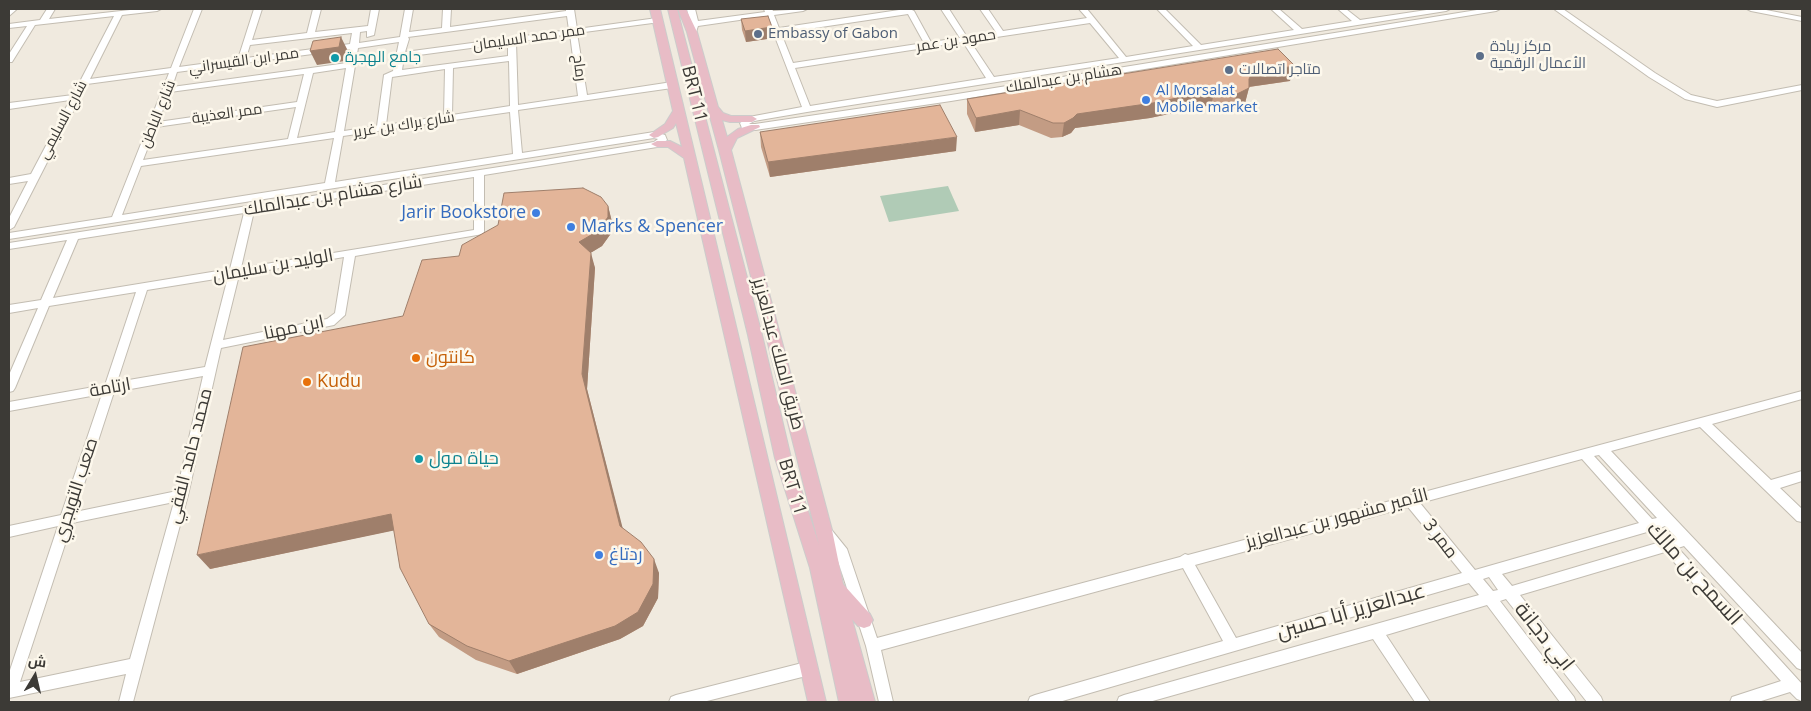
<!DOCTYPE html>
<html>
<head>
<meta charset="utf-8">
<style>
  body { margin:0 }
  #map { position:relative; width:1811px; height:711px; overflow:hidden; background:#f0eadf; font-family:"Open Sans",Cairo,sans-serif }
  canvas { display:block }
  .frame { position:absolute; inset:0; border:10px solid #3c3a36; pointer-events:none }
  .north { position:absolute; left:10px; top:651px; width:50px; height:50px; -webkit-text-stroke:4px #fdf8ec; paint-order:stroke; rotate:9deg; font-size:14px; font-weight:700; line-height:20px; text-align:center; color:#3c3a36 }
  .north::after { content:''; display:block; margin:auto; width:18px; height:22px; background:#3c3a36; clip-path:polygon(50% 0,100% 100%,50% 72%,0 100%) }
</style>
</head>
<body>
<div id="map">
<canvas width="1811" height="711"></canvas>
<div class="frame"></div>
<div class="north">ش</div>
</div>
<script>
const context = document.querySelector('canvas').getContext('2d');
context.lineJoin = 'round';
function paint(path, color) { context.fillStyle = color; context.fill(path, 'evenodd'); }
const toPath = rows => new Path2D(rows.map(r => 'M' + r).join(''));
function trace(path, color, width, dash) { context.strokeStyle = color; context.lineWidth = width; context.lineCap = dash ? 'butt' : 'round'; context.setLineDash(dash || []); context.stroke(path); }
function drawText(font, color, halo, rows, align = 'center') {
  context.font = font + ' "Open Sans",Cairo,sans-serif'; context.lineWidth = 5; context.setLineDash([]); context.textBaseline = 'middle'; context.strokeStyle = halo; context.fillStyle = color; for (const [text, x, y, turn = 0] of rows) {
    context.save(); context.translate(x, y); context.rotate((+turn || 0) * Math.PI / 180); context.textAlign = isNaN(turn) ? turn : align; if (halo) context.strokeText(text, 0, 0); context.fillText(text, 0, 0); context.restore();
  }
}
paint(toPath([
  [948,186,959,211,889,222,880,196]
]), '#b0cbb6');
const minor = toPath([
  [9,9,17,9,9,16,9,9],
  [47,9,55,9,49,19,139,9,161,9,157,11,122,15,90,79,171,68,194,9,202,9,179,67,238,59,254,9,262,9,252,40,307,33,313,9,321,9,315,32,368,26,371,9,379,9,374,35,367,37,367,31,360,32,359,43,400,37,405,9,413,9,409,32,442,28,443,9,451,9,450,27,566,11,566,9,574,9,577,29,657,18,660,18,660,22,577,33,587,95,672,82,676,85,672,88,518,110,522,153,654,132,665,135,667,140,657,147,484,175,484,232,483,234,355,256,345,315,334,325,221,348,188,495,133,702,119,702,126,674,9,698,9,673,58,526,9,537,9,526,61,515,102,394,9,411,9,402,105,385,136,292,49,306,15,388,13,391,9,392,9,375,38,308,9,313,9,305,41,300,67,240,9,249,9,243,538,161,654,142,658,139,654,138,9,239,9,233,112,217,169,73,87,84,14,227,9,230,9,218,28,181,9,184,9,178,31,174,70,100,9,109,9,103,73,95,114,16,35,25,12,62,9,62,9,54,27,26,9,28,9,24,40,20,47,9],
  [567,16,569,30,405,52,409,39,408,37,567,16],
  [352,33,350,44,246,58,250,45,352,33],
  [570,34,578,96,518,105,516,42,570,34],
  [399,42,393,71,384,75,377,126,344,131,358,48,399,42],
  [508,43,508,56,402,70,404,57,508,43],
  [350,49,347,63,172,87,177,72,350,49],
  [509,61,510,106,452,115,453,68,509,61],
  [346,68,335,132,297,138,313,73,346,68],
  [445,69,444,116,386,125,392,77,445,69],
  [304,74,297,102,158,122,170,92,304,74],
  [296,107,288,139,143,160,156,127,296,107],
  [510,112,513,154,335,182,343,136,510,112],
  [334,138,325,183,122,215,141,166,334,138],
  [474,177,474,230,241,268,254,211,474,177],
  [244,213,230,269,53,298,78,239,244,213],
  [344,257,335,313,327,319,223,340,239,275,344,257],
  [228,277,205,367,117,382,147,290,228,277],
  [203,376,177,491,75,512,114,392,203,376],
  [174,502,130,659,20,682,72,523,174,502],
  [687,9,695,9,698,21,765,12,764,9,772,9,773,11,807,9,803,11,774,15,779,28,899,10,900,9,910,9,914,11,931,42,960,38,941,9,949,9,967,37,996,32,980,9,988,9,1003,31,1087,18,1079,9,1087,9,1126,57,1193,46,1157,9,1165,9,1201,45,1294,30,1271,9,1279,9,1302,29,1352,21,1338,9,1346,9,1360,20,1433,9,1450,9,1446,11,807,112,754,121,749,124,755,124,951,95,1483,9,1500,9,1496,11,951,101,755,130,742,128,740,123,749,117,802,107,767,16,698,26,696,32,693,32,689,30,691,24,687,9],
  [908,14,924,43,793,63,781,33,908,14],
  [1090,23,1119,58,994,77,970,41,1090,23],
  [963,42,986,78,810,106,795,68,963,42],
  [1554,9,1563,9,1655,73,1691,95,1717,101,1802,85,1802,90,1717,107,1685,99,1649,77,1554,9],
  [1747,9,1761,9,1802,17,1802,21,1751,11,1747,9],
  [1802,391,1802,399,1712,424,1771,480,1802,471,1802,481,1780,488,1802,509,1802,522,1797,521,1700,427,1611,451,1802,653,1802,670,1797,668,1684,546,1678,548,1802,684,1802,701,1797,699,1790,692,1758,702,1730,702,1732,697,1781,681,1665,552,1520,595,1601,697,1603,702,1587,702,1506,599,1500,601,1574,697,1576,702,1560,702,1487,605,1386,635,1430,702,1415,702,1373,639,1149,702,1117,702,1119,697,1124,695,1479,595,1469,583,1059,702,1028,702,1030,697,1035,695,1223,641,1183,568,881,650,893,702,879,702,866,646,836,555,818,532,820,528,825,526,830,528,847,549,877,638,1180,557,1185,554,1188,555,1802,391],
  [1599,455,1657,518,1652,519,1594,456,1599,455],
  [1582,459,1639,523,1475,570,1420,503,1582,459],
  [1408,507,1462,573,1236,638,1195,565,1408,507],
  [1665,526,1676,537,1670,539,1660,528,1665,526],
  [1647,532,1657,543,1512,586,1502,574,1647,532],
  [1489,577,1498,590,1493,591,1483,579,1489,577],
  [810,661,815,663,817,668,815,673,810,675,703,702,669,702,671,697,676,695,810,661]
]);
const major = toPath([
  [650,9,660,9,826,702,808,702,684,158,668,147,657,147,651,144,657,141,670,141,682,147,676,123,673,128,658,137,654,138,649,135,665,124,673,111,650,9],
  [668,9,677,9,762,335,791,458,819,545,719,150,687,32,678,9,686,9,697,32,718,107,723,113,731,116,752,116,757,119,752,122,730,122,722,120,727,137,738,129,751,125,759,125,760,127,737,138,731,150,832,530,843,584,870,614,873,620,870,626,864,628,858,626,852,619,875,702,839,702,810,568,775,458,748,335,668,9]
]);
trace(minor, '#c3bdb2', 2);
trace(major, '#cccccb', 2);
paint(minor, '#fff');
paint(major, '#e8bcc6');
paint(toPath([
  [741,19,772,27,774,38,746,42,742,30],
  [1290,81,1249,87,1245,103,1233,109,1211,105,1150,118,1075,128,1071,133,1062,137,1051,138,1019,125,975,132,967,114,967,99],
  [760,132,956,151,770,177,761,147],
  [608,206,612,222,612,232,602,246,590,253,595,268,587,389,622,528,659,573,658,598,643,626,620,639,517,674,476,660,439,637,429,624,394,530,210,569,403,316,459,256]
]), '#c39c84');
paint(toPath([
  [772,27,774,38,746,42,745,31],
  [341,37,348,51,345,61,317,65,310,51],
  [1295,66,1290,81,1248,87,1249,88,1245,103,1233,109,1237,94,1252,73],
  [1215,90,1211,105,1150,118,1075,128,1071,133,1062,137,1064,123,1077,114],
  [1020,110,1019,125,975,132,976,118],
  [957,137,956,151,770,177,768,162],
  [608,206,612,222,612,232,602,246,584,257,579,242],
  [591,253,595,268,587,389,626,541,620,526,582,374],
  [391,514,401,529,210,569,197,555],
  [654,559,659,573,658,598,643,626,620,639,517,674,509,661]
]), '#9f7f6b');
const building = toPath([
  [768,16,772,27,745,31,741,19,768,16],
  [341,37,339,47,310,51,313,41,341,37],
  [1278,49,1295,66,1252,73,1249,79,1249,88,1237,94,1215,90,1153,103,1077,114,1073,118,1064,123,1053,123,1020,110,976,118,967,99,1278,49],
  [940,105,957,137,768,162,760,132,940,105],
  [583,188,601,197,608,206,608,217,598,231,579,242,591,253,582,374,620,526,641,542,654,559,653,584,638,612,615,626,509,661,467,646,429,624,400,568,391,514,197,555,243,347,403,316,422,260,459,256,462,245,498,225,504,193,583,188]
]);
paint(building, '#e3b599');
trace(building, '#9f7f6b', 1);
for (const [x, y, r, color] of [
  [758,34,5,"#5c6f8a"],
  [1480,56,5,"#5c6f8a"],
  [335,58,5,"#0f9aa8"],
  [1229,70,5,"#5c6f8a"],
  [1146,100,5,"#3f7fe0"],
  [536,213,5,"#3f7fe0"],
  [571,227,5,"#3f7fe0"],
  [416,358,5,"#e8710a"],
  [307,382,5,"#e8710a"],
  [419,459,5,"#0f9aa8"],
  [599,555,5,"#3f7fe0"]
]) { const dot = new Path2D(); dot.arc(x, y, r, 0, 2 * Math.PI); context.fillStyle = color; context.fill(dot); trace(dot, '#fdf8ec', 2); }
drawText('15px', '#4e5e75', '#fdf8ec', [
  ["Embassy of Gabon",768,34],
  ["مركز ريادة",1490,47],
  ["الأعمال الرقمية",1490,64],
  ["متاجر اتصالات",1239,70]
], 'left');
drawText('15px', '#3c3a36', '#fdf8ec', [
  ["ممر حمد السليمان",529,38,-8],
  ["حمود بن عمر",956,41,-9],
  ["ممر ابن القيسراني",244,61,-8],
  ["رماح",579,68,83],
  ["هشام بن عبدالملك",1064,79,-9],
  ["شارع الباطن",158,114,-68],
  ["ممر العذيبة",227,114,-8],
  ["شارع السليمي",63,120,-62],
  ["شارع براك بن غرير",404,125,-9]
]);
drawText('15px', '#0d838f', '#fdf8ec', [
  ["جامع الهجرة",345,58]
], 'left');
drawText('15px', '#366cbe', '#fdf8ec', [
  ["Al Morsalat",1156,91],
  ["Mobile market",1156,108]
], 'left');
drawText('18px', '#3c3a36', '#fdf8ec', [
  ["BRT 11",694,94,76],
  ["شارع هشام بن عبدالملك",333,196,-9],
  ["الوليد بن سليمان",273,266,-10],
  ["ابن مهنا",294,328,-12],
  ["طريق الملك عبدالعزيز",778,354,75],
  ["ارتامة",110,388,-10],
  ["محمد حامد الفقي",190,456,-76],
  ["BRT 11",792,487,73],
  ["صعب التويجري",76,490,-72],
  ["الأمير مشهور بن عبدالعزيز",1337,519,-15],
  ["ممر 3",1440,539,52]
]);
drawText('18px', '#366cbe', '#fdf8ec', [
  ["Jarir Bookstore",526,213,"right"],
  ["Marks & Spencer",581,227],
  ["ردتاغ",609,555]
], 'left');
drawText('18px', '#c56008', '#fdf8ec', [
  ["كانتون",426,358],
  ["Kudu",317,382]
], 'left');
drawText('18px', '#0d838f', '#fdf8ec', [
  ["حياة مول",429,459]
], 'left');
drawText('21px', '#3c3a36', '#fdf8ec', [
  ["السمح بن مالك",1694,574,48],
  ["عبدالعزيز أبا حسين",1351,612,-16],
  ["ابي دجانة",1544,637,51]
]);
</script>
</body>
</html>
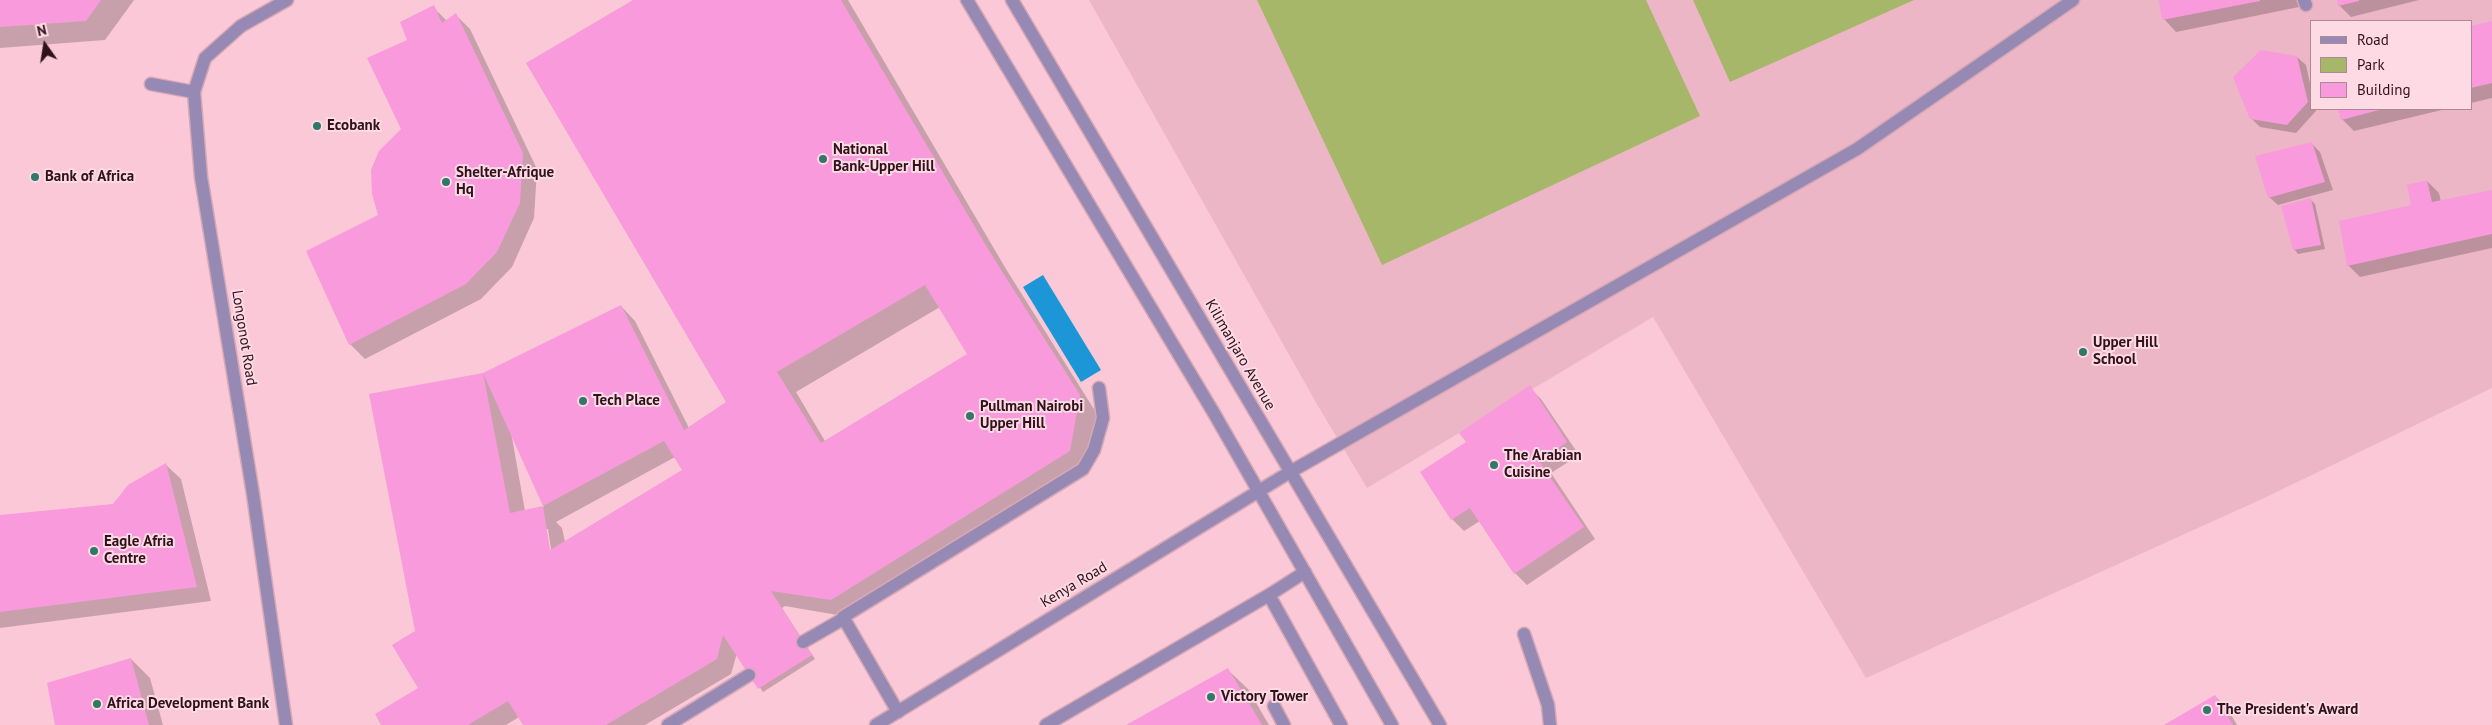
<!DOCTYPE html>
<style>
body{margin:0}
#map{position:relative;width:2492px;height:725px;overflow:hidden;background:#fac8d6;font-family:"PT Sans",sans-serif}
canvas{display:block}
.legend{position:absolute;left:2310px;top:20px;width:162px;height:90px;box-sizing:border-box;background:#fddae4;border:1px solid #ab8a94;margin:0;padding:6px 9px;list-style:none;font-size:15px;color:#30121d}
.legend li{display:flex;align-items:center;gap:10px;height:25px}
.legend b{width:25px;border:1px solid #ab8a94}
.north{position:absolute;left:20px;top:20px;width:50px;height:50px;-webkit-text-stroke:4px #fddae4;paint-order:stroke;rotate:347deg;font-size:14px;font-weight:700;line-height:20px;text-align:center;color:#30121d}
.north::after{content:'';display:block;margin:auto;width:18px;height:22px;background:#30121d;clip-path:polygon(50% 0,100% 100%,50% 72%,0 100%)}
</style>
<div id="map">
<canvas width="2492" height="725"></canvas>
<ul class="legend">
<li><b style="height:6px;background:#9689b3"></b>Road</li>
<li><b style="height:14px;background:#a6b76a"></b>Park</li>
<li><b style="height:14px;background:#f89adb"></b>Building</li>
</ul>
<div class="north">N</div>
</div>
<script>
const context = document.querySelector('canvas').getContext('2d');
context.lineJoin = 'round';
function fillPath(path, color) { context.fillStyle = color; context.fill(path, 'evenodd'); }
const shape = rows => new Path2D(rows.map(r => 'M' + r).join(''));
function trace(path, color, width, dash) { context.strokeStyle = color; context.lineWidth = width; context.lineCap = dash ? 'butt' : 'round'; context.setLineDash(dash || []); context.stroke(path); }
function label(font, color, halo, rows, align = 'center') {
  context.font = font + ' "PT Sans",sans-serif'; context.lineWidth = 4; context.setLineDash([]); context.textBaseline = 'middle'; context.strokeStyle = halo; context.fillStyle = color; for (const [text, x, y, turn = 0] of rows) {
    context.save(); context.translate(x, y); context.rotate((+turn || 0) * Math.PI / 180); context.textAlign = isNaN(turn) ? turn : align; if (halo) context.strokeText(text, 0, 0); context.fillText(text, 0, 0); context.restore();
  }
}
fillPath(shape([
 [1089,0,2492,0,2492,388,2262,499,1866,678,1653,317,1367,488,1318,406],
 [2311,21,2471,21,2471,109,2311,109]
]), '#ecb6c6');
fillPath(shape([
 [1257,0,1646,0,1700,116,1382,265],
 [1693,0,1914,0,1730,82]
]), '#a6b76a');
fillPath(shape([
 [1043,275,1101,370,1081,382,1023,287]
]), '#1d96d7');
fillPath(shape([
 [0,0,134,0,105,40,0,48],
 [635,0,848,0,1006,269,1097,414,1087,469,849,617,785,606,782,608,815,659,763,692,737,653,731,674,645,725,524,725,519,717,506,725,383,725,420,689,417,631,371,395,483,374,621,306,635,321,689,428,729,403],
 [940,307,969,354,825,441,796,392],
 [511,432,544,507,525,511],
 [675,457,684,470,565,542,562,528,556,522],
 [545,529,548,529,552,555,550,556],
 [2161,0,2297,0,2299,7,2176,32,2164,19],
 [2338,0,2419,0,2351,17,2339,5],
 [433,7,447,21,456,15,470,29,537,169,534,218,512,267,481,299,365,359,350,344,402,129,408,41],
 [2492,22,2492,98,2471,103,2471,28],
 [2297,57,2306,65,2311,88,2311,109,2315,109,2316,111,2296,133,2260,127,2251,118],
 [2340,109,2446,109,2354,131,2342,119],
 [2311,143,2320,152,2333,190,2278,205,2269,197],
 [2427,181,2439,193,2441,202,2492,191,2492,248,2360,277,2348,265,2412,206],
 [2311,200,2315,204,2325,249,2298,254,2294,249],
 [1529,387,1541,399,1579,455,1551,473,1595,539,1527,585,1515,573,1480,521,1464,531,1452,519,1421,473,1467,442],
 [166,465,181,479,211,601,0,628,0,516,114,505],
 [131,659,150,678,163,725,56,725],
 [1228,670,1248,689,1269,725,1128,725],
 [2215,696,2227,708,2237,725,2166,725]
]), '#0003');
fillPath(shape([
 [0,0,101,0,86,21,0,27],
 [633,0,841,0,988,249,1080,395,1070,451,831,600,771,591,812,655,758,689,723,635,717,659,606,725,523,725,508,701,468,725,381,725,375,714,418,688,392,645,415,631,369,394,483,373,621,305,684,430,726,402,526,63],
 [925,285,967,354,821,443,777,372],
 [483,373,543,506,664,441,682,470,550,550,543,506,510,513],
 [2159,0,2260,0,2260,1,2162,20],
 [2337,0,2359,0,2359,1,2338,6],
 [434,5,442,23,456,13,523,153,520,203,497,252,466,284,349,345,306,251,378,215,372,194,371,170,379,151,401,129,367,58,407,40,400,22],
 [2492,21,2492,83,2471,88,2471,26],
 [2261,50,2297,56,2308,102,2287,125,2250,119,2233,77],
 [2338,109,2383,109,2341,120],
 [2312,142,2325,182,2268,198,2255,156],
 [2427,180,2432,202,2492,190,2492,234,2347,266,2339,221,2411,205,2407,185],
 [2311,198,2321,245,2293,250,2281,206],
 [1530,385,1567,442,1539,461,1584,527,1514,574,1470,508,1451,520,1420,472,1466,442,1459,433],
 [166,463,197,587,0,612,0,515,113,504,128,485],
 [131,658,149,725,55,725,47,683],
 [1228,668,1262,725,1126,725],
 [2215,695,2233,725,2164,725]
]), '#f89adb');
const lane = shape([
 [2304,0,2306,5],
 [151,84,194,92],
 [1290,472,1857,149,2073,0],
 [1305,572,1269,595,1341,725],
 [1524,634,1548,705,1550,725],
 [803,642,843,619],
 [1274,706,1284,725],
 [898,712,843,617,1083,469,1094,450,1103,418,1099,388],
 [668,725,749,675],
 [1046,725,1269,595]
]);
const street = shape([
 [967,0,1215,415,1392,725],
 [1012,0,1440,725],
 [286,725,253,494,201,177,194,92,205,58,241,26,287,0],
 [876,725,1290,472]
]);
trace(lane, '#d6a7b5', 15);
trace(street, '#d6a7b5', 15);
trace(lane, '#9689b3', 12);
trace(street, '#9689b3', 12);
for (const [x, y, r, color] of [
 [317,126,5,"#33776a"],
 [823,159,5,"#33776a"],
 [35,177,5,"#33776a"],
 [446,182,5,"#33776a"],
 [2083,352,5,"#33776a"],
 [583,401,5,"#33776a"],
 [970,416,5,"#33776a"],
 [1494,465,5,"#33776a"],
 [94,551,5,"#33776a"],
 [1211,697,5,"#33776a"],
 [97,704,5,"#33776a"],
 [2207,710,5,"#33776a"]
]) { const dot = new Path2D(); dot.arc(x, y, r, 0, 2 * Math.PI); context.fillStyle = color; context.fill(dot); trace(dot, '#fddae4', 2); }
label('bold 15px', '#30121d', '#fddae4', [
 ["Ecobank",327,126],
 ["National",833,150],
 ["Bank-Upper Hill",833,167],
 ["Shelter-Afrique",456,173],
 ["Hq",456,190],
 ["Bank of Africa",45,177],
 ["Upper Hill",2093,343],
 ["School",2093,360],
 ["Tech Place",593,401],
 ["Pullman Nairobi",980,407],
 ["Upper Hill",980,424],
 ["The Arabian",1504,456],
 ["Cuisine",1504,473],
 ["Eagle Afria",104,542],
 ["Centre",104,559],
 ["Victory Tower",1221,697],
 ["Africa Development Bank",107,704],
 ["The President's Award",2217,710]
], 'left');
label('15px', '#30121d', '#fddae4', [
 ["Longonot Road",244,338,81],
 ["Kilimanjaro Avenue",1240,355,60],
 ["Kenya Road",1074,585,-31]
]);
</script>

* PROBLEM TO SOLVE: Which lines of the records above contain the word "textBaseline"? Report each one.

* RESPONSE TO THIS TASK:
  context.font = font + ' "Open Sans",Cairo,sans-serif'; context.lineWidth = 5; context.setLineDash([]); context.textBaseline = 'middle'; context.strokeStyle = halo; context.fillStyle = color; for (const [text, x, y, turn = 0] of rows) {
  context.font = font + ' "PT Sans",sans-serif'; context.lineWidth = 4; context.setLineDash([]); context.textBaseline = 'middle'; context.strokeStyle = halo; context.fillStyle = color; for (const [text, x, y, turn = 0] of rows) {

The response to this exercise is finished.